There is no greater pathos in this world than a free spirit admitting defeat to a bully. Noted filmmaker Jafar Panahi, a political prisoner under the thumb of the theocratic Iranian regime, play acts within his apartment the major beats of a screenplay he could not film; a story for which he is so enthusiastic he has staked his reputation and liberty on it. He gets through the first scene, then hesitates a moment. Utterly deflated, he asks 'If we could tell a film, then why make a film?'

That line hit a nerve with me. Every film-maker feels this to varying degrees. Panahi's experience is as bad as it gets, save for the hypothetical artist facing death itself as the possible consequence of self-expression. Nothing I have experienced compares to this man, but at its base I know what it feels to want to have something to say to the world and lacking the means to say it.

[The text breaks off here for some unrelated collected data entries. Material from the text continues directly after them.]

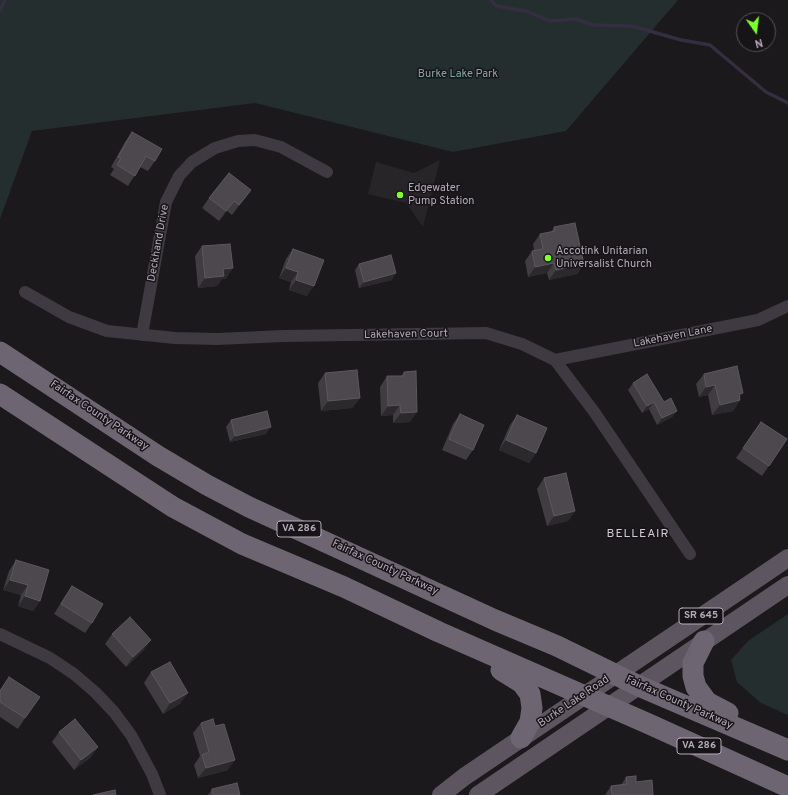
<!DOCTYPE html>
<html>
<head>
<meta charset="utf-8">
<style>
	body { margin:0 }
	#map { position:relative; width:788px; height:795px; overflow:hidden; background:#1b191b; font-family:Overpass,sans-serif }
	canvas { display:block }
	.north { position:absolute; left:736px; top:12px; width:40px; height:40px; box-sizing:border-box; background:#161416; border:1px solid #565058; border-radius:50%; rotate:166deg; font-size:11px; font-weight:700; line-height:16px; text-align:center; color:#b6aabc }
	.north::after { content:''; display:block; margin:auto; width:14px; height:18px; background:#7fff2d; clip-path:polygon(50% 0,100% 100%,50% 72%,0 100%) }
</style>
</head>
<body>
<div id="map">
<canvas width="788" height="795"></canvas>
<div class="north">N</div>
</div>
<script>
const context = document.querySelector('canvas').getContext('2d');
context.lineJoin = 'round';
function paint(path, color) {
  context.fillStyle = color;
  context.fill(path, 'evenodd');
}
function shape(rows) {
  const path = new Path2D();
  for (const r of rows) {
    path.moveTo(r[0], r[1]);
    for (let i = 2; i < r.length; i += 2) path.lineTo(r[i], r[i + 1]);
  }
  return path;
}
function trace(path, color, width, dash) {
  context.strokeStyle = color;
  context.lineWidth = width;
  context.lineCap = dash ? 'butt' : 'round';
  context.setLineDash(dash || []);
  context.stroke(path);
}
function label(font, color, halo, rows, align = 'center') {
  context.font = font + ' Overpass,sans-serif';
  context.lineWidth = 3;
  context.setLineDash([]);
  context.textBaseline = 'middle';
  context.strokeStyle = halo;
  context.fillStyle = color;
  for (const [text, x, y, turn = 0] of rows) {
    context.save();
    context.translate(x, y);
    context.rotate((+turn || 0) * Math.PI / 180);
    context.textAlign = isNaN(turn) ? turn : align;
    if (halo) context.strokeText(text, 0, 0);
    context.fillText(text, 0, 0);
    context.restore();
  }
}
const built = shape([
	[440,160,423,227,406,203,368,194,376,162,414,173]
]);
const green = shape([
	[0,0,678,0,566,131,453,152,255,103,32,131,0,219],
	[788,614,788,715,761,703,737,682,731,660,748,641]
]);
const stream = shape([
	[491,0,496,6,526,11,550,21,576,19,593,25,632,26,681,40,710,45,766,92,788,103],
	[0,10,5,0]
]);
const street = shape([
	[25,292,69,317,107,331,175,338,217,339,284,336,486,333,522,344,555,360,595,413,690,554],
	[142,335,166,202,179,176,192,162,215,148,238,141,255,140,281,147,327,172],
	[555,360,758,320,788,306],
	[0,634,50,658,74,674,95,692,114,712,131,735,152,774,160,795]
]);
const primary = shape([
	[441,795,464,777,788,558],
	[478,795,788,585]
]);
const highway = shape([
	[0,352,158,456,207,485,249,507,495,620,557,646,639,686,788,750],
	[0,394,173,507,242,544,344,587,439,632,649,724,788,787],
	[704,641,693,663,693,676,696,687,707,702,728,713],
	[501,670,522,683,530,694,532,708,530,722,521,738]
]);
const wall = shape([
	[132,132,155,161,148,171,140,167,128,186,110,175,114,169,111,167,125,142],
	[251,190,232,215,227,211,219,221,202,208,209,198],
	[554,227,584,264,577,274,549,280,547,273,528,277,525,261,532,251,534,251,533,244,540,234,551,232],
	[202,246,226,279,222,279,217,286,198,288,195,256],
	[293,249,307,296,289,290,291,282,279,278,286,259],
	[359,264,392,280,359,288,355,270],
	[404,372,410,422,393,423,393,415,381,416,380,387,387,376,401,376],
	[325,373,360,398,352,408,321,411,318,383],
	[704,374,740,398,740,400,733,411,712,415,708,395,699,397,696,384],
	[633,383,677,411,672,417,657,425,649,409,642,413,628,390],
	[460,414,473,450,466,460,442,450,453,424],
	[517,415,536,453,529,463,499,450,510,425],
	[231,420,266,434,230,442,226,427],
	[761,422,787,439,762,476,736,458],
	[544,478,575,511,568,521,547,526,537,489],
	[16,560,40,601,33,611,18,606,21,595,3,590,9,571],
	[72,586,92,623,85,633,54,614,65,596],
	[112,634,144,650,126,667,105,644],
	[151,672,181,703,163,714,144,683],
	[9,677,25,718,18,729,0,717,0,690],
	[201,723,228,770,198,778,194,765,200,756,193,733],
	[59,732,91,757,74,770,52,742],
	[626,777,636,782,653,795,605,795,611,786,621,785],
	[212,789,240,795,208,795]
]);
const shadedWall = shape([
	[251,190,244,200,232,215,239,205],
	[234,201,227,211,219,221,226,211],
	[554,263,547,273,528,277,535,267],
	[584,264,577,274,549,280,556,270],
	[233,268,226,279,222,279,217,286,198,288,205,278,223,269],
	[286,268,298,272,291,282,279,278],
	[396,273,392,280,359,288,364,282],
	[296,280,314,286,307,296,289,290],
	[715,385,708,395,699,397,706,387],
	[743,393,738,401,740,400,733,411,712,415,720,405,739,394],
	[360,398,352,408,321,411,328,401],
	[654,402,649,409,642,413,647,406],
	[400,405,393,415,381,416,388,406],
	[677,411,672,417,657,425,662,418],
	[417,412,410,422,393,423,401,413],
	[271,427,266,434,230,442,235,436],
	[506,440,536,453,529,463,499,450],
	[575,511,568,521,547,526,554,516],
	[10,580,28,585,21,595,3,590],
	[25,596,40,601,33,611,18,606],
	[151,640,144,650,126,667,133,657],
	[188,693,181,703,163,714,170,703],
	[98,747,91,757,74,770,81,760],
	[235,760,228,770,198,778,206,768]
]);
const building = shape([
	[132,132,162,149,155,161,146,156,135,176,117,165,121,158,118,157,132,132],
	[229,173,251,190,239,205,234,201,226,211,209,198,229,173],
	[575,223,584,264,556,270,554,263,535,267,532,251,543,249,540,234,555,231,554,227,575,223],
	[230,244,233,268,223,269,224,276,205,278,202,246,230,244],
	[293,249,324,260,314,286,296,280,298,272,286,268,293,249],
	[391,255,396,273,364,282,359,264,391,255],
	[737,366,743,393,739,394,740,400,720,405,715,385,706,387,704,374,737,366],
	[357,370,360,398,328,401,325,373,357,370],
	[416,371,417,412,401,413,400,405,388,406,387,376,404,376,404,372,416,371],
	[647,374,664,402,671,398,677,411,662,418,654,402,647,406,633,383,647,374],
	[267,411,271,427,235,436,231,420,267,411],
	[460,414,484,425,473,450,449,439,460,414],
	[517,415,547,428,536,453,506,440,517,415],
	[761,422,787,439,769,466,743,448,761,422],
	[566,473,575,511,554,516,544,478,566,473],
	[16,560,49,570,40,601,25,596,28,585,10,580,16,560],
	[72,586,103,604,92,623,61,604,72,586],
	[130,617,151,640,133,657,112,634,130,617],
	[170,662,188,693,170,703,151,672,170,662],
	[9,677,40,697,25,718,0,702,0,691,9,677],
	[75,719,98,747,81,760,59,732,75,719],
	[213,719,215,726,224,724,235,760,206,768,202,755,209,752,201,723,213,719],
	[636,776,636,782,652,780,653,795,612,795,611,786,627,784,626,777,636,776],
	[237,783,240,795,213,795,212,789,237,783],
	[115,790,116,795,93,795,115,790]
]);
const markers = [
	[400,195,4,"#7fff2d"],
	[548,258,4,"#7fff2d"]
];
const shields = [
	[299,529,44],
	[701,616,44],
	[699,746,44]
];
const shieldNames = [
	["VA 286",299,529],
	["SR 645",701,616],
	["VA 286",699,746]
];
const parkNames = [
	["Burke Lake Park",458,75]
];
const poiNames = [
	["Edgewater",408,189],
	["Pump Station",408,202],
	["Accotink Unitarian",556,252],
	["Universalist Church",556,265]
];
const streetNames = [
	["Deckhand Drive",159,243,-80],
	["Lakehaven Court",406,335,-1],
	["Lakehaven Lane",673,337,-11],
	["Fairfax County Parkway",99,416,34],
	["Fairfax County Parkway",385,568,25],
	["Burke Lake Road",574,702,-34],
	["Fairfax County Parkway",679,703,24]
];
const neighbourhoodNames = [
	["BELLEAIR",638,535]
];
paint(built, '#282529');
paint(green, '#242e2f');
trace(stream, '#352d41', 3.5);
trace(street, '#3f3941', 12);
trace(primary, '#5d5560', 18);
trace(highway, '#6e6572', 21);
paint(wall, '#403c41');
paint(shadedWall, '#2c292c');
paint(building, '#4d484e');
trace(building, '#5d5760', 1);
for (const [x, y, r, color] of markers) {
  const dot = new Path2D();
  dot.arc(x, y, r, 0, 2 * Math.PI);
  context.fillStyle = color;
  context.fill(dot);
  trace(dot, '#161416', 1.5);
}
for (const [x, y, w] of shields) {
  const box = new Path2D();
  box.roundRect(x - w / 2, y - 8, w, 16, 3);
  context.fillStyle = '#161416';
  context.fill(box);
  trace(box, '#b6aabc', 1);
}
label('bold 10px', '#b6aabc', null, shieldNames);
label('11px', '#80a8a9', '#161416', parkNames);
label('11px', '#b6aabc', '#161416', poiNames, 'left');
label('11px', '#b6aabc', '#161416', streetNames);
context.letterSpacing = '1px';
label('12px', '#d4ccd8', '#161416', neighbourhoodNames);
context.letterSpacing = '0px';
</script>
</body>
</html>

It is then with the greatest irony that Panahi, anxious about being inauthentic every step of the way, records a 78-minute video diary with fellow filmmaker Mojtaba Mirtahmasb that manages to convey so many facets of his person that you come away feeling like you actually know the man. I am simply in awe of Panahi's ability to communicate what he does with the camera. The film's final scene, ostensibly an awkward conversation with a landlord in a elevator, has enough drama, humour, terror, and even action to take any other 2010s movie to the cleaner's.

Perhaps the most glorious thing about this film though is that its mere existence is an act of defiance from a victim against a group of bullies, passing themselves off as a government. Panahi remains free in spirit, but still lacks many of the rights of self-determination a peaceful citizen of any country deserves. And he is comparably lucky compared to so many oppressed within Iran and virtually every other government around the globe. It's easy to understand why we have laws that try to minimise harm for all citizens, but unless there is a direct causal link between an act and harm, no law should ever exist that can deprive a person of liberty or a chance at self-actualisation for the mere expression of an opinion.